= HOW TO COMPLETE THIS TASK =
Your response should consist of every record, exactly as given.

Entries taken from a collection
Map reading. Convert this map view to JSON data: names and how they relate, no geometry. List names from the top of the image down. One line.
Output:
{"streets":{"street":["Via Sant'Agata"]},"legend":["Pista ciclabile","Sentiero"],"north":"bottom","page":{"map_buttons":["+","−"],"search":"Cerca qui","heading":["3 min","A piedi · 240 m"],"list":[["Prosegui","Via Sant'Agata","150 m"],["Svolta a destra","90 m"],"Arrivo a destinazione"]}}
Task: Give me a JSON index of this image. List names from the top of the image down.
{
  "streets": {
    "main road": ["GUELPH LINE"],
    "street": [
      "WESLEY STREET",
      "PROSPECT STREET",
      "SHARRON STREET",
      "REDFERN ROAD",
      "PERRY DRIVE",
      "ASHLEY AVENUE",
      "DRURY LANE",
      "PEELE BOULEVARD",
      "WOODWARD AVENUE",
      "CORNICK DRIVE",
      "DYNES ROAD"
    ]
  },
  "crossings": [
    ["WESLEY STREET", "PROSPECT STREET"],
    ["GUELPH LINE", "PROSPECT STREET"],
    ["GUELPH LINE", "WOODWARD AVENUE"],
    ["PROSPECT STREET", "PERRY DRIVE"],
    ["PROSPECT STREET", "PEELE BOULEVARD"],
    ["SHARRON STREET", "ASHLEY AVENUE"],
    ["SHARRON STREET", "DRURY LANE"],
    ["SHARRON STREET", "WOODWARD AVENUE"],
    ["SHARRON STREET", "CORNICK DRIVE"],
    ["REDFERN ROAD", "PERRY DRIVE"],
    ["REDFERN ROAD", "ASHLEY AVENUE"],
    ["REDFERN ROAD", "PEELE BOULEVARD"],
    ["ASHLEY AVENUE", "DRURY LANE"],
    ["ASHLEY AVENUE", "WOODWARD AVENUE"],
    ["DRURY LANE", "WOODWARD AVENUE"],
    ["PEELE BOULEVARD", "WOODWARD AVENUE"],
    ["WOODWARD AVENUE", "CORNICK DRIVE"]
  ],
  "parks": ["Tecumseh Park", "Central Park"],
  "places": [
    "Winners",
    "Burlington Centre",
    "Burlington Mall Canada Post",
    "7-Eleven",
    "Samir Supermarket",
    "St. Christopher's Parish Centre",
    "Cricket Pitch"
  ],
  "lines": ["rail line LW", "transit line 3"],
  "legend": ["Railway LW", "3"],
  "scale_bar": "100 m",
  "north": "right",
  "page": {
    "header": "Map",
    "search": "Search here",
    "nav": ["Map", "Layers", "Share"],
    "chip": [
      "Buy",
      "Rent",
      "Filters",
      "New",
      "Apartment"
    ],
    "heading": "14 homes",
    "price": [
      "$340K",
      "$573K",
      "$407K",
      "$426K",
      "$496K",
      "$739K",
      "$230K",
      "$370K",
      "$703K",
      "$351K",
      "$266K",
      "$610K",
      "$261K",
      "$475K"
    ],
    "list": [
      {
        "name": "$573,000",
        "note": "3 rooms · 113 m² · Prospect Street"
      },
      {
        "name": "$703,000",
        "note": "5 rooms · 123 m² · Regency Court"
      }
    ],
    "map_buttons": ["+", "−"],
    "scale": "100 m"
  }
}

= EXERCISE OUTPUT =
Map reading. Convert this map view to JSON data: names and how they relate, no geometry. List names from the top of the image down. One line.
Output:
{"streets":{"street":["Via Sant'Agata"]},"legend":["Pista ciclabile","Sentiero"],"north":"bottom","page":{"map_buttons":["+","−"],"search":"Cerca qui","heading":["3 min","A piedi · 240 m"],"list":[["Prosegui","Via Sant'Agata","150 m"],["Svolta a destra","90 m"],"Arrivo a destinazione"]}}
Task: Give me a JSON index of this image. List names from the top of the image down.
{
  "streets": {
    "main road": ["GUELPH LINE"],
    "street": [
      "WESLEY STREET",
      "PROSPECT STREET",
      "SHARRON STREET",
      "REDFERN ROAD",
      "PERRY DRIVE",
      "ASHLEY AVENUE",
      "DRURY LANE",
      "PEELE BOULEVARD",
      "WOODWARD AVENUE",
      "CORNICK DRIVE",
      "DYNES ROAD"
    ]
  },
  "crossings": [
    ["WESLEY STREET", "PROSPECT STREET"],
    ["GUELPH LINE", "PROSPECT STREET"],
    ["GUELPH LINE", "WOODWARD AVENUE"],
    ["PROSPECT STREET", "PERRY DRIVE"],
    ["PROSPECT STREET", "PEELE BOULEVARD"],
    ["SHARRON STREET", "ASHLEY AVENUE"],
    ["SHARRON STREET", "DRURY LANE"],
    ["SHARRON STREET", "WOODWARD AVENUE"],
    ["SHARRON STREET", "CORNICK DRIVE"],
    ["REDFERN ROAD", "PERRY DRIVE"],
    ["REDFERN ROAD", "ASHLEY AVENUE"],
    ["REDFERN ROAD", "PEELE BOULEVARD"],
    ["ASHLEY AVENUE", "DRURY LANE"],
    ["ASHLEY AVENUE", "WOODWARD AVENUE"],
    ["DRURY LANE", "WOODWARD AVENUE"],
    ["PEELE BOULEVARD", "WOODWARD AVENUE"],
    ["WOODWARD AVENUE", "CORNICK DRIVE"]
  ],
  "parks": ["Tecumseh Park", "Central Park"],
  "places": [
    "Winners",
    "Burlington Centre",
    "Burlington Mall Canada Post",
    "7-Eleven",
    "Samir Supermarket",
    "St. Christopher's Parish Centre",
    "Cricket Pitch"
  ],
  "lines": ["rail line LW", "transit line 3"],
  "legend": ["Railway LW", "3"],
  "scale_bar": "100 m",
  "north": "right",
  "page": {
    "header": "Map",
    "search": "Search here",
    "nav": ["Map", "Layers", "Share"],
    "chip": [
      "Buy",
      "Rent",
      "Filters",
      "New",
      "Apartment"
    ],
    "heading": "14 homes",
    "price": [
      "$340K",
      "$573K",
      "$407K",
      "$426K",
      "$496K",
      "$739K",
      "$230K",
      "$370K",
      "$703K",
      "$351K",
      "$266K",
      "$610K",
      "$261K",
      "$475K"
    ],
    "list": [
      {
        "name": "$573,000",
        "note": "3 rooms · 113 m² · Prospect Street"
      },
      {
        "name": "$703,000",
        "note": "5 rooms · 123 m² · Regency Court"
      }
    ],
    "map_buttons": ["+", "−"],
    "scale": "100 m"
  }
}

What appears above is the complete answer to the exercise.